*** Opening of Data excerpts ***

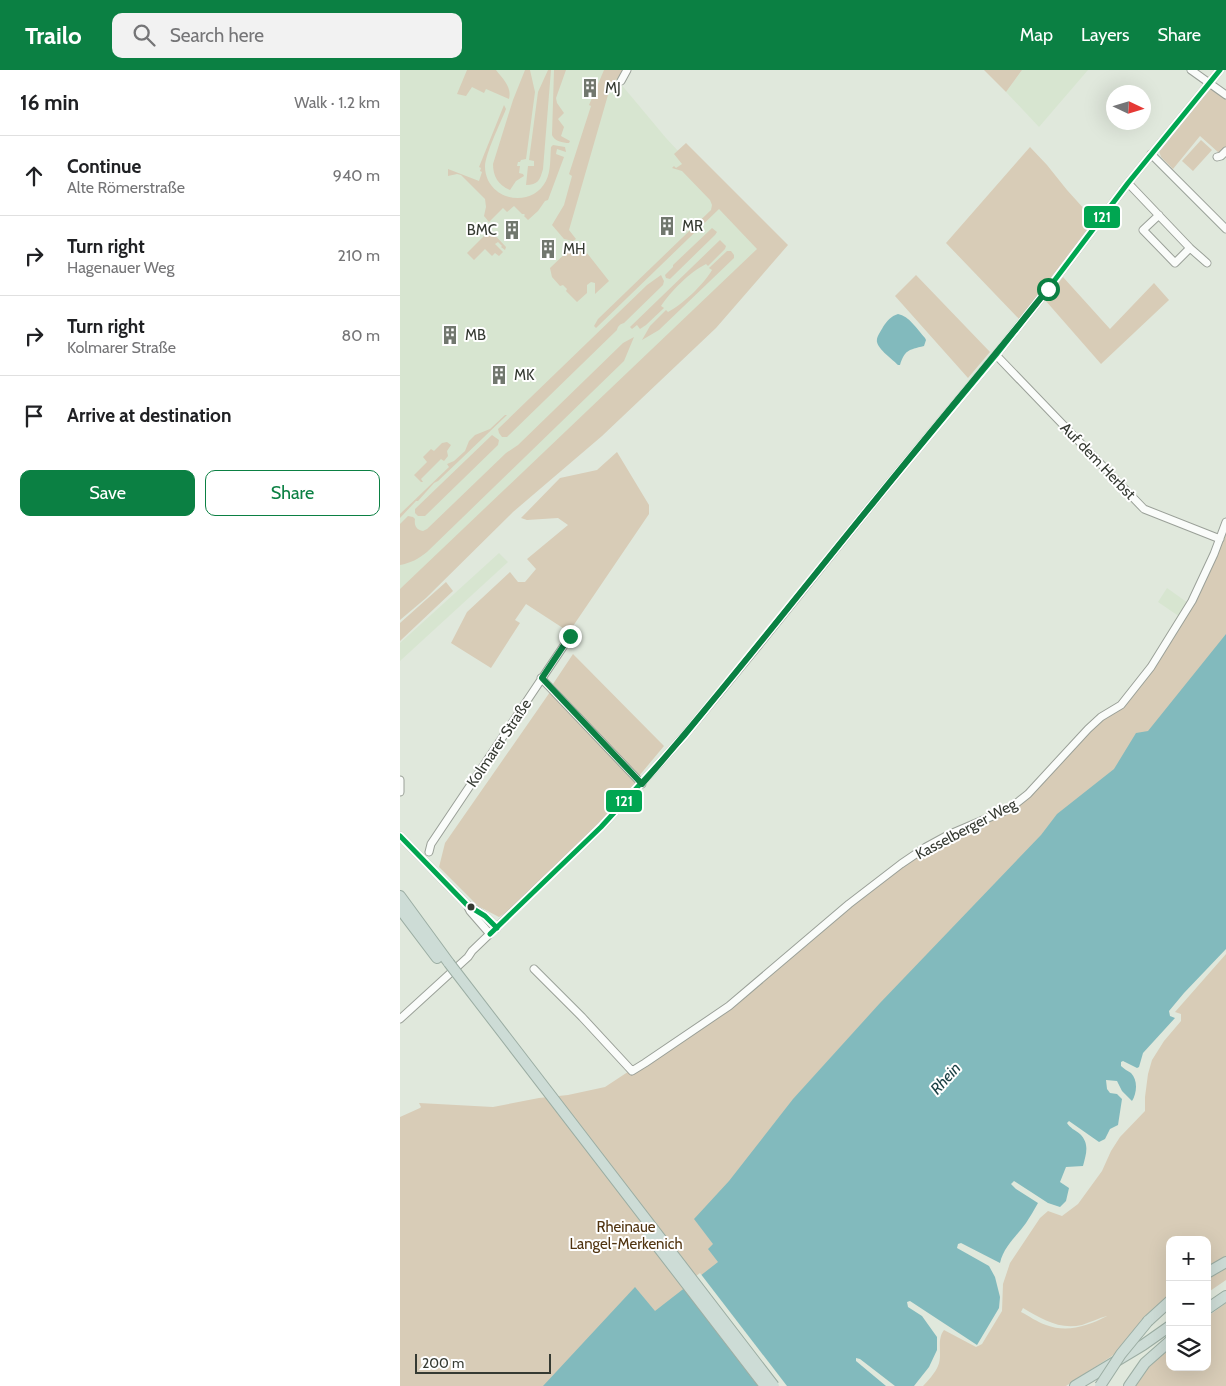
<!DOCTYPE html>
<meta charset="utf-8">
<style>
:root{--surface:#fff;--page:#f2f2f2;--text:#202124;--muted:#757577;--line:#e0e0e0;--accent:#0b8043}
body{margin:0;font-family:Cabin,sans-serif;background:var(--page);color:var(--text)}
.controls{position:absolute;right:15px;bottom:15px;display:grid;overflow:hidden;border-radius:10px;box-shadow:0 5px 20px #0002}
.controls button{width:45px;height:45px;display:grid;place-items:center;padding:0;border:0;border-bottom:1px solid var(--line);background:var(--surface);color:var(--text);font:25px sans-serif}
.compass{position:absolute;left:706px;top:15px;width:45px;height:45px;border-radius:50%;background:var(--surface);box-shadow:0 5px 20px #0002;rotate:94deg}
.scale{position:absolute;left:15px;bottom:12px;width:136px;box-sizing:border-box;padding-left:5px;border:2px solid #353a32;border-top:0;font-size:14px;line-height:18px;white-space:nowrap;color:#353a32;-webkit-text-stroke:4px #fff;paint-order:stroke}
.stop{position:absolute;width:15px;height:15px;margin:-11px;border:4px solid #0b8043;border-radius:50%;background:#fff}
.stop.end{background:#0b8043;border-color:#fff;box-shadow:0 1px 5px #0008}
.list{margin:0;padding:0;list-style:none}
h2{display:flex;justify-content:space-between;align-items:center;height:65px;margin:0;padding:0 20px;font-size:21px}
h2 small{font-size:16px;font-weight:400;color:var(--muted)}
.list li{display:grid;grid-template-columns:32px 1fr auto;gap:15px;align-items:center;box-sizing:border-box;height:80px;padding:0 20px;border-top:1px solid var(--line)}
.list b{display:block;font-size:19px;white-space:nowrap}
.list p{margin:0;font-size:16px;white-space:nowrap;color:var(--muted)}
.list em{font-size:16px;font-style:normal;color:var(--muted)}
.actions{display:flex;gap:10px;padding:15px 20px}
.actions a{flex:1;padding:11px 0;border:1px solid var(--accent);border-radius:10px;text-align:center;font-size:18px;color:var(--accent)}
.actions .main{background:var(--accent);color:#fff}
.icon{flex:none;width:28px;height:28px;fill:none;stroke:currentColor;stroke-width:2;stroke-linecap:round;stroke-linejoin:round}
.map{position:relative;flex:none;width:826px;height:1316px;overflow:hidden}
header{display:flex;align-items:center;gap:30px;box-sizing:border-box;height:70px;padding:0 25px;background:var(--accent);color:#fff}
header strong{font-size:24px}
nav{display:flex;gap:28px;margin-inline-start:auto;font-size:18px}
.search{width:350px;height:45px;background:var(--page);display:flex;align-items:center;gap:12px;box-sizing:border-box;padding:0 18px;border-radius:10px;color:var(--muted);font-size:19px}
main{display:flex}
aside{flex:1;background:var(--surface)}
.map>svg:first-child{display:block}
.built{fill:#d7e5d0}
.green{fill:#d8ccb7;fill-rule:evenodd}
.water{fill:#82babd}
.pier{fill:#e0e8dc}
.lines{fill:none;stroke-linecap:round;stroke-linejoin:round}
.minor-casing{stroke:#9aa098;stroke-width:9}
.highway-casing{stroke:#9bada3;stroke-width:12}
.minor{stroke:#fafcfa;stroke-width:7}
.highway{stroke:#cddcd6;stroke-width:10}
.highway-bridge-casing{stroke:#9bada3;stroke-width:12;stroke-linecap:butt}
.highway-bridge{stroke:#cddcd6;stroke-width:10}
.bus-1-casing{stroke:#fff;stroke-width:9}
.bus-1{stroke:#00a651;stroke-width:5}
.route{stroke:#0b8043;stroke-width:6}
.bus-dot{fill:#353a32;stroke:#fff;stroke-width:2}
.labels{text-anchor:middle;stroke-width:4;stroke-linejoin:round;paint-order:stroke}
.poi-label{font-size:15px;fill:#353a32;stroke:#fff;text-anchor:start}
.street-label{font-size:15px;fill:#353a32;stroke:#fff}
.park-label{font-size:15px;fill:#513410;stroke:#fff}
.water-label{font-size:16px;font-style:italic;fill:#193f43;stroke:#fff}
.line-badge{stroke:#fff;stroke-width:2}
.badge-label{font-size:14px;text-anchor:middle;font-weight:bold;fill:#fff}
</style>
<header>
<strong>Trailo</strong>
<div class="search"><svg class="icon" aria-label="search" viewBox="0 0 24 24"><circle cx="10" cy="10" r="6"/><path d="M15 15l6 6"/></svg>Search here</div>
<nav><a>Map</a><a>Layers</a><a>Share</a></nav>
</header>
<main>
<aside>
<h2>16 min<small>Walk · 1.2 km</small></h2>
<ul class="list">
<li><svg class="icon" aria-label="ahead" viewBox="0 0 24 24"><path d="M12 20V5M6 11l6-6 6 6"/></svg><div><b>Continue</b><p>Alte Römerstraße</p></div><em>940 m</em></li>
<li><svg class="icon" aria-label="right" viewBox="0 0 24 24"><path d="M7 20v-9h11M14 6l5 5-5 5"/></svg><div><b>Turn right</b><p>Hagenauer Weg</p></div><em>210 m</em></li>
<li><svg class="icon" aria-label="right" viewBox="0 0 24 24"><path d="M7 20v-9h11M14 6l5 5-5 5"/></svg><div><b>Turn right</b><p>Kolmarer Straße</p></div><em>80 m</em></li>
<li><svg class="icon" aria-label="arrive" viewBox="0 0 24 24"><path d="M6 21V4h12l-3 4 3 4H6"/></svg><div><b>Arrive at destination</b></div></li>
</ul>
<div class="actions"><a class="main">Save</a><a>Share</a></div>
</aside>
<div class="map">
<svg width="826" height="1316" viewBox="0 0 826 1316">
<rect width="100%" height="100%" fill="#e0e8dc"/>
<path class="built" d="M0,0h224l-4,13 46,55 103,111 -369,353z
M622,0h66l-49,57 -33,-35z
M99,483l9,9 -108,99v-18z
M767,518l21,15 -8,14 -22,-15z"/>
<path class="green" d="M67,0h29c7,9 16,17 13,29l-23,-10 -2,4 -12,-6 -6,9 -9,-2z
M125,0h5l5,22 -9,67 -5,1 -1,2h-2l-1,4h3l-1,7 4,1 1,2 -8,5 -6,9c-12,-5 -17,-14 -17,-26l20,-64z
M148,0h3l-8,99c-3,11 -5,16 -17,16l2,-19h6v-5l-5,-1 9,-68z
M154,0h12l-10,28 1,5 7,10 -6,6 6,8 -3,9 9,5 -1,2c-6,0 -15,-2 -17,-8z
M204,0h20l-5,11 -3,-2 -8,16 -39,135 7,9 -3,2 -9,-2 -12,-14 12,-20 8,-29 -3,-2 22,-68 -2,-1z
M584,0h38l-16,22z
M808,16l3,1 15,12v48l-7,6 -19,-17 -27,33 -12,-12 -3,-9z
M104,35l2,4c-5,13 -21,45 -21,58 1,33 46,43 61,14 5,-10 4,-23 5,-34l2,-2 12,2 1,5 -9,-3 -1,5 8,3 -16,43 -3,1 -7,10 -10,9 -4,-4 1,-1 -1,-1h-2l-8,-8 -7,6 -4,-4 -14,14 -5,-6 2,-9 -1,-8 -24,-24 -4,-1 -9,2v-7l31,12 3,-9 -2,-1 1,-3 -2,-1z
M801,70l11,10 -19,21 -11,-10z
M286,73l102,102 -72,83 -114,108 -89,76 -87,86 -26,22v-31l357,-340 -38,-40 -123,119 -2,-2 4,-7 113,-109 1,-5 -2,-5 -28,-29 -10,-3 2,-2 2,2 6,-4 -8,-10z
M630,77l17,18 20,25 28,31 -75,99 -74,-77z
M312,158l5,4 -2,3 -45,44 -4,-1 -1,-3 8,-8v-2z
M90,160l16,17 -1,3 -4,-3 1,-1 -4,-4 -3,2 8,8 -4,4 -4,-3 -3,3 -7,-7 -11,11 -7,-7z
M320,170l6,6 -1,3 -17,17 -2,-2c-16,8 -35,27 -45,42l3,2 -18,17 -6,4 -3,-4 -5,4 -2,-2z
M175,174l5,2 6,8 1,-1 22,28 -14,13v-11l-4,-1 -4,3v8l-10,9 -11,-11 1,-2 -4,-4 -3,1 -8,-9 -2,-9z
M327,181h4l3,4v3l-75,72 -17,10 8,-14 16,-16 2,2c14,-7 36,-28 44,-42l-3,-2z
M261,205l3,6 -1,4 -39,38c-4,1 -6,3 -7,7l-110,107h-5l-3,-4 -1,-4 149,-144z
M516,205l74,77 -22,26 -73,-82z
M663,207l47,52 44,-46 15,17 -68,64 -56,-64z
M234,267l-10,24 -197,191c-9,7 -16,11 -27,13v-41l8,-8 5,1 2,2c-1,6 1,11 8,12l4,-2 79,-76 12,-8 105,-102z
M105,345h2l-69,66 -4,2 -16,18h-2l-16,17v-4l49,-47 -2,-3 7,-3 11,-10 4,-10 6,-6 15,-6z
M92,365l7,5 -1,5 -73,71h-7l-3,-3v-4z
M47,372l4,3 -4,6 1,5 -4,5 -3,-2 -20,20 2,3h-2l-7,-7 13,-13 -4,-5 8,-8 3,2 8,-8z
M217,382l32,53v9l-80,118 -43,-28 -11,16 5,3 -29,45 -40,-25 16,-31 43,-40 8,10h7l11,-13 -9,-10 41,-34 -10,-7 -31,2 -6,-2 39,-40 37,-8z
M826,456v266l-536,594h-290v-269l20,-9 1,-1 -2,-4 74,4 46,-9 29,-3 37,-8 41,-27 82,-56 86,-71 113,-86 77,-34 98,-95 18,-10 60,-84z
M46,512l7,9 -53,50v-18z
M173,584l91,92 -25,30 -86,-92z
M150,622l87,91c-30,31 -60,63 -92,94 -14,13 -29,31 -46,40l-21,-11 -39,-39 6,-24z
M826,884v303l-19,12v-29h-37v56l-25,22 -30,36 -49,32h-143c5,-5 12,-13 15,-20 5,-11 -2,-26 6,-36l32,17 6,-3 20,-33 1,-27 7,-21 30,-45 8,-7 14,5 16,-12 24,-33 9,-20 9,-14 25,-26v-14l3,-23 4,-14 12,-19 17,-20v-7l-6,-2zM623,1238c19,11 36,22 59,17 9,-3 17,-7 25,-9 -19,10 -40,17 -61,9 -9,-3 -17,-9 -25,-13z
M826,1195v15l-19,13v-16z
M826,1233v83h-93l11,-15 26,-25v21h37v-50z"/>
<path class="water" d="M498,244c11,2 19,15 27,24l1,2 -2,6c-16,4 -19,4 -24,19h-2c-5,-5 -20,-16 -21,-23 -1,-5 4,-11 6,-15 4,-6 8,-11 15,-13z
M826,564v315l-42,44 -15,18 1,5 5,2 -32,35 -4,14 -2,1 -14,-7 -2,1v4c3,3 7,5 10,7 7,7 6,20 1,28l-10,-10 -5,-10 -11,-1 1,9 3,4 7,1 5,5 -4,26 -8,4 -5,10 -6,3 -30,-21 -2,2c3,5 8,7 13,11 10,10 6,20 3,32l-17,1 -6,15 9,6 -3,13 -6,6 -12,-4 -34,-22 -3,3 5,5 22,14c-4,7 -8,14 -12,20 -10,14 -22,23 -26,40l-39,-20 -3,1 -1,4 32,18 6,11 5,20 -1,11 -22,37 -67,-44 -3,1 1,5 14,9 15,21v13l-8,17 -15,19h-19l-35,-27 -4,-1v3l30,25h-343l92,-99 20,24 63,-49 -10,-13 5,-5 -19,-25 35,-38 64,-82 87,-96 161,-168 16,-21 57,-45 22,-36 12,-2z"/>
<path class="pier" d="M300,1203l87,113h-29l-76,-99z"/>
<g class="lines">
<g class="minor-casing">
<path id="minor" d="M791,0l35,25
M221,11l6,-11
M751,84l75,75
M817,87l4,-1 5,-5
M728,113l62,65 17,15
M759,145l-16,15 32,33 15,-15
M596,285l148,154 76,30
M141,608l101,106
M0,710v12
M0,766l67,69 3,6 20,23
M29,782l2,-8 140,-209
M68,835l17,11 12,12
M134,899l48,48 50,54 13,-8 84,-57 120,-102 52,-40 25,-17 22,-12 61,-26 19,-15 60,-65 13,-12 20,-12 30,-38 41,-66 22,-47 12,-32
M0,949l68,-62 4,-6 129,-124 84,-92 77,-94 111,-138 123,-148 52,-66 80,-106 92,-113"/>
</g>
<g class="highway-casing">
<path id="highway" d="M0,826l49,67
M0,839l37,49
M807,1203l19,-11
M807,1239l19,-13
M748,1251l22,-20
M675,1316l68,-41 27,-19
M729,1316l16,-23 25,-22"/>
</g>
<use href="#minor" class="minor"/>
<use href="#highway" class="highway"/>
<g class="highway-bridge-casing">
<path id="highway-bridge" d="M49,893l325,423
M248,1164l117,152
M700,1316l21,-32 27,-33"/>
</g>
<use href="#highway-bridge" class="highway-bridge"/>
<g class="bus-1-casing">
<path id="bus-1" d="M0,766l67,69 18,11 12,12
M90,864l111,-107 84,-92 188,-232 123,-148 52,-66 80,-106 92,-113"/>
</g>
<use href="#bus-1" class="bus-1"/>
</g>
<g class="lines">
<path class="route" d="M170,566l-28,42 100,106c80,-91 154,-187 231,-281 58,-72 117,-142 175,-214"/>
</g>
<defs>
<g id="building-bare" transform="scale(1.5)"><path d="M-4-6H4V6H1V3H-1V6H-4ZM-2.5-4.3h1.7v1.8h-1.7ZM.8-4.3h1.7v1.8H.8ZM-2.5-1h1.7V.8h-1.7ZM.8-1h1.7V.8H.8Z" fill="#71776e" stroke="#fff" stroke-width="2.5" paint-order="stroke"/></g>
</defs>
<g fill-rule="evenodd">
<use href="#building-bare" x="190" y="18"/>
<use href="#building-bare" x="267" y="156"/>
<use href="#building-bare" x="112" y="160"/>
<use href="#building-bare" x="148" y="179"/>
<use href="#building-bare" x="50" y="265"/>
<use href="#building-bare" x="99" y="305"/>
</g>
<circle class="bus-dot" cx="71" cy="837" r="4.5"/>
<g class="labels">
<g class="poi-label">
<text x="205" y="23">MJ</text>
<text x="282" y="161">MR</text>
<text x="97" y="165" text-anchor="end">BMC</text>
<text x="163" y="184">MH</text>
<text x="65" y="270">MB</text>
<text x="114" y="310">MK</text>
</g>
<g class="street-label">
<text transform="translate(698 391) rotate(46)" y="5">Auf dem Herbst</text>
<text transform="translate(99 673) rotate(-56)" y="5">Kolmarer Straße</text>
<text transform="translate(566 759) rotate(-28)" y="5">Kasselberger Weg</text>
</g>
<g class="park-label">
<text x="226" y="1162">Rheinaue<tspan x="226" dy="17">Langel-Merkenich</tspan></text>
</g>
<g class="water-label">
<text transform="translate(545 1008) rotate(-48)" y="6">Rhein</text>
</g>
</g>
<g class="line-badge">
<rect x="683" y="135" width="38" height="24" rx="5" fill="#00a651"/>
<rect x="205" y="719" width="38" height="24" rx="5" fill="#00a651"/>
</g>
<g class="badge-label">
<text x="702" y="152">121</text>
<text x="224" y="736">121</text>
</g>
</svg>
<div class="controls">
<button>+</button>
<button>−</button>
<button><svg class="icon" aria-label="layers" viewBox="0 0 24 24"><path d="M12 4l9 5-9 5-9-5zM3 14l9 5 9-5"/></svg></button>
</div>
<svg class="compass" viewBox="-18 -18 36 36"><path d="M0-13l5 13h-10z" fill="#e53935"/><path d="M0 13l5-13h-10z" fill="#757577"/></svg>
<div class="scale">200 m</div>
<div class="stop" style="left:648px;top:219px"></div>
<div class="stop end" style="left:170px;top:566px"></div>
</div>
</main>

*** Close of Data excerpts ***

[Instructions for the task]
Only lines containing "bottom" belong in the answer; copy every such line from the records.

[Answer space]
.controls{position:absolute;right:15px;bottom:15px;display:grid;overflow:hidden;border-radius:10px;box-shadow:0 5px 20px #0002}
.controls button{width:45px;height:45px;display:grid;place-items:center;padding:0;border:0;border-bottom:1px solid var(--line);background:var(--surface);color:var(--text);font:25px sans-serif}
.scale{position:absolute;left:15px;bottom:12px;width:136px;box-sizing:border-box;padding-left:5px;border:2px solid #353a32;border-top:0;font-size:14px;line-height:18px;white-space:nowrap;color:#353a32;-webkit-text-stroke:4px #fff;paint-order:stroke}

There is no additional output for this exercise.